Sie hat sich sehr schön den Zaun hoch gerankt, hin und wieder einige unscheinbare gelbliche Blüten gezeigt, aber so sehr ich auch suchte – kein einziger Fruchtansatz. Umso grösser heute die Überraschung:


Frucht der afrikanischen Horngurke (Kiwano). Nicht nur eine, nicht zwei, nein – drei an einer Pflanze! An der anderen auch noch mal zwei. Macht insgesamt fünf stachlige Horngurken.


Weil ich das so toll finde, hier im Ganzen und noch näher dran.
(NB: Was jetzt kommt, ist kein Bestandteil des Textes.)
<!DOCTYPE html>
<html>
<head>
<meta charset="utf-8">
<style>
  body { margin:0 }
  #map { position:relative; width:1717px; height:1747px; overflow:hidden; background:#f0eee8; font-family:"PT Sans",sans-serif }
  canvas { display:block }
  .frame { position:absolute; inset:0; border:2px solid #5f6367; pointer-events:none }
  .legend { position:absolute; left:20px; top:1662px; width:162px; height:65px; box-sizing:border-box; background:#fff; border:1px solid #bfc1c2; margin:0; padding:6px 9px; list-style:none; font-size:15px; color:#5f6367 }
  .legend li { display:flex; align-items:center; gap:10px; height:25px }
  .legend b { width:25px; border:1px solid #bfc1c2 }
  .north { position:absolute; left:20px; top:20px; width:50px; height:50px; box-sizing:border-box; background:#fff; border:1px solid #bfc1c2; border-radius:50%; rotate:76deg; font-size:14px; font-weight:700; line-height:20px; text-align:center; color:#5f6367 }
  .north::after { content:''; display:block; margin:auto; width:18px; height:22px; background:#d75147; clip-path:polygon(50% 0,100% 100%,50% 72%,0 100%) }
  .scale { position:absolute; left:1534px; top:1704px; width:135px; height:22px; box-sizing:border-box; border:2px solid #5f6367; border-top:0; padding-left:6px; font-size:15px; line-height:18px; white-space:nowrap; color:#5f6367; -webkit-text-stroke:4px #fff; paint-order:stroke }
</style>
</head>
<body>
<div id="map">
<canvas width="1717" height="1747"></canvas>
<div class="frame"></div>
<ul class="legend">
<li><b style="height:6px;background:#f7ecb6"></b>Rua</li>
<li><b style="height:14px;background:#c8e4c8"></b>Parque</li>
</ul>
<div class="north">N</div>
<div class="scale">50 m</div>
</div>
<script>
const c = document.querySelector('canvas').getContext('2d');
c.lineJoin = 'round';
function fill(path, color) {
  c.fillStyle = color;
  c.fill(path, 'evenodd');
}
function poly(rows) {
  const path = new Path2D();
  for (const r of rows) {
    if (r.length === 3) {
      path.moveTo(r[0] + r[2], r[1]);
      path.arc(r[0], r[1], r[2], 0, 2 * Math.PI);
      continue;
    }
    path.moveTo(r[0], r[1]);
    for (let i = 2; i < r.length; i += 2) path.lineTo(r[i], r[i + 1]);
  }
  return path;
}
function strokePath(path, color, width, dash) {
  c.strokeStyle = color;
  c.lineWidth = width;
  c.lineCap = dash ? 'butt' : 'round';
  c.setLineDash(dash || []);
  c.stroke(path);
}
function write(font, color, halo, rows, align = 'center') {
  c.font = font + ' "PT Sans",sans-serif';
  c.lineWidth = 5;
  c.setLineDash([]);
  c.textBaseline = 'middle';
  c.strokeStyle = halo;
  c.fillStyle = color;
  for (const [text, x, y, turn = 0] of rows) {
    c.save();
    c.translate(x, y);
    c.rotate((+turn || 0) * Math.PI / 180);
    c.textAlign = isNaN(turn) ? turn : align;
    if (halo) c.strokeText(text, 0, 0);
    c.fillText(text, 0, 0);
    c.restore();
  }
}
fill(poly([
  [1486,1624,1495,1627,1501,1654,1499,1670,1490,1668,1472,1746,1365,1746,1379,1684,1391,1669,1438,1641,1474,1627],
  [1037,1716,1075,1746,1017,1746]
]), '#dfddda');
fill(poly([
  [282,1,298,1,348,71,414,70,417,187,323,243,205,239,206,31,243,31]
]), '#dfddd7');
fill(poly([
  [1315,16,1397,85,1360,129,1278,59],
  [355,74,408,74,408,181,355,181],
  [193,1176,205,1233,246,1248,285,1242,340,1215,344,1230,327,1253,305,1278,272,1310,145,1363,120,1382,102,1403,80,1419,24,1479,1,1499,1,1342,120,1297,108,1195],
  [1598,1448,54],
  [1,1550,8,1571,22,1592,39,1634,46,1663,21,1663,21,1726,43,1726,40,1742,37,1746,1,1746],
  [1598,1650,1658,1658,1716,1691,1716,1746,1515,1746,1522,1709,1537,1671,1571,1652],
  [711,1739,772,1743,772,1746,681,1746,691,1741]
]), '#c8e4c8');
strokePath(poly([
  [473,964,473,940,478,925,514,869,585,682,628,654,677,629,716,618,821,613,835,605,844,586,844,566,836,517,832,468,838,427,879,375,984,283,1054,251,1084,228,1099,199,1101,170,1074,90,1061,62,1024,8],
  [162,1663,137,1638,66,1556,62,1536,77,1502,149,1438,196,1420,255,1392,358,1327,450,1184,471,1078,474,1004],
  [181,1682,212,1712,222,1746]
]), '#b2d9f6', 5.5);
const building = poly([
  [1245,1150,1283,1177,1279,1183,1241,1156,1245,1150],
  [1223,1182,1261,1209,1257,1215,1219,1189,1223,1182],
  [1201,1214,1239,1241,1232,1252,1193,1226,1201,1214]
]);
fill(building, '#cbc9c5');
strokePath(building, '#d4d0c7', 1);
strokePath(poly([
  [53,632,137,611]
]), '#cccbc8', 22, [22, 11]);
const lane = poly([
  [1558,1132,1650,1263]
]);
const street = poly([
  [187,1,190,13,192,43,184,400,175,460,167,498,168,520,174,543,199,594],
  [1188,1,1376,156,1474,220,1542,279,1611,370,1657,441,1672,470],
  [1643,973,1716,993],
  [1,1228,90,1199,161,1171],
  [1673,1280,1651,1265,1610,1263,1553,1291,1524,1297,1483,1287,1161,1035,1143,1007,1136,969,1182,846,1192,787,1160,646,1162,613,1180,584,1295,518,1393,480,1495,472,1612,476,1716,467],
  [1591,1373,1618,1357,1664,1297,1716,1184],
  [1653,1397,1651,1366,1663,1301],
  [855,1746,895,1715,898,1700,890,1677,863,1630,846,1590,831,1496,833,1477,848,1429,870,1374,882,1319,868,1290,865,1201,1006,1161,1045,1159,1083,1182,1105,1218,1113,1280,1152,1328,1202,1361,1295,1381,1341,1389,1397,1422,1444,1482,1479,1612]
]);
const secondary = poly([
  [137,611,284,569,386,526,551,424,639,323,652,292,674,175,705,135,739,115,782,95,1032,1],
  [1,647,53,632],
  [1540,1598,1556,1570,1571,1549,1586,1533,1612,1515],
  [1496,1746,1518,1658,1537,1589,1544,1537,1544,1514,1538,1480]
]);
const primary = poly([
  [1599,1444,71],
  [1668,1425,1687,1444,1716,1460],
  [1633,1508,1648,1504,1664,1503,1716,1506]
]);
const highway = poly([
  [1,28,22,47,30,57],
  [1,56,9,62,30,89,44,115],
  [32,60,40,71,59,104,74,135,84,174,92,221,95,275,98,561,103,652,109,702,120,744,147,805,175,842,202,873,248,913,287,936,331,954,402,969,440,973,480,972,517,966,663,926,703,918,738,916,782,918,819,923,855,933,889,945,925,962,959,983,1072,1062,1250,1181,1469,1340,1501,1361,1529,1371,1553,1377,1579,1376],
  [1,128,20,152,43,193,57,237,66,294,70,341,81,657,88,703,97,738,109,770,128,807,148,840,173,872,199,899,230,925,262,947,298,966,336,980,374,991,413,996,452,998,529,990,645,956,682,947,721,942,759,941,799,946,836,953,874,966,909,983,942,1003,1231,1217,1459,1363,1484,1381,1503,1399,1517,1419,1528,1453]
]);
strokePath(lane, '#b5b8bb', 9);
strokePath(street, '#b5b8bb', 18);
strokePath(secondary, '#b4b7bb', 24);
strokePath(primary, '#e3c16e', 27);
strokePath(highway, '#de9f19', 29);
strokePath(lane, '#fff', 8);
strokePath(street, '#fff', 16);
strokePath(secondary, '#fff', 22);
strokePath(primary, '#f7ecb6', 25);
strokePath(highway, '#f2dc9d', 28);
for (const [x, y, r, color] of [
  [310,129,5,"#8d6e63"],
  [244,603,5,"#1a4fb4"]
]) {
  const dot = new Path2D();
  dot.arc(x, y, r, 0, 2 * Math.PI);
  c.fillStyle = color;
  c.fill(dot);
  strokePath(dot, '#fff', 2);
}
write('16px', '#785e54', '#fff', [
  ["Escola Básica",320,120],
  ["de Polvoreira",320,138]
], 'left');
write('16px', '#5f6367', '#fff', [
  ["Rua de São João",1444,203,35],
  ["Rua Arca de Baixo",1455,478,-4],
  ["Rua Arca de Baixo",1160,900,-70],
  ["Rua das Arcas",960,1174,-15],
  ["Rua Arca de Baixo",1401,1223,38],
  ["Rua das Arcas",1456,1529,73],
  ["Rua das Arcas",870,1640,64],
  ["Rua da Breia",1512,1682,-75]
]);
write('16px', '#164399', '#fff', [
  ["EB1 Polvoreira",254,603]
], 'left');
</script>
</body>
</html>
Die Frucht soll am besten schmecken, wenn die Schale orange ist. Hoffentlich halten die Pflanzen so lange durch. Schon erstaunlich, dass dieses afrikanische Gewächs ohne Schutz im uckermärkischen Sandboden gedeiht.

Solarmodell

Knallheiss in der Mittagshitze, ich sitze im Schatten und baue eine kleine Solarwindmühle auf. Sie funktioniert grossartig!
Mir fällt ein, dass ich noch einen ganzen Solarbaukasten hier habe mit zwei Zellen und Hintergrundinfos. Ich lese, dass die beiden Zellen bei Parallelschaltung mehr Spannung erzeugen und bei Reihenschaltung mehr Kraft. Aha. Leider sagt mir das nichts. Ich lege eine Reihenschaltung und klemme drei Butterblümchen dazwischen, die sich flott drehen.

Die Windmühle.

Ich dachte schon, wegen der Lilienhähnchen würde keine einzige Lilie blühen, jetzt erscheinen aber doch ein paar Knospen.
Einige exotische Pflänzchen habe ich ausgepflanzt, die müssten sich gut entwickeln, wenn das Wetter so heiss bleibt: Kiwano – afrikanische Horngurke, Okra – Nahrungsmittel in Afrika, Schönranke – Kletterpflanze aus Chile und Andenbeere.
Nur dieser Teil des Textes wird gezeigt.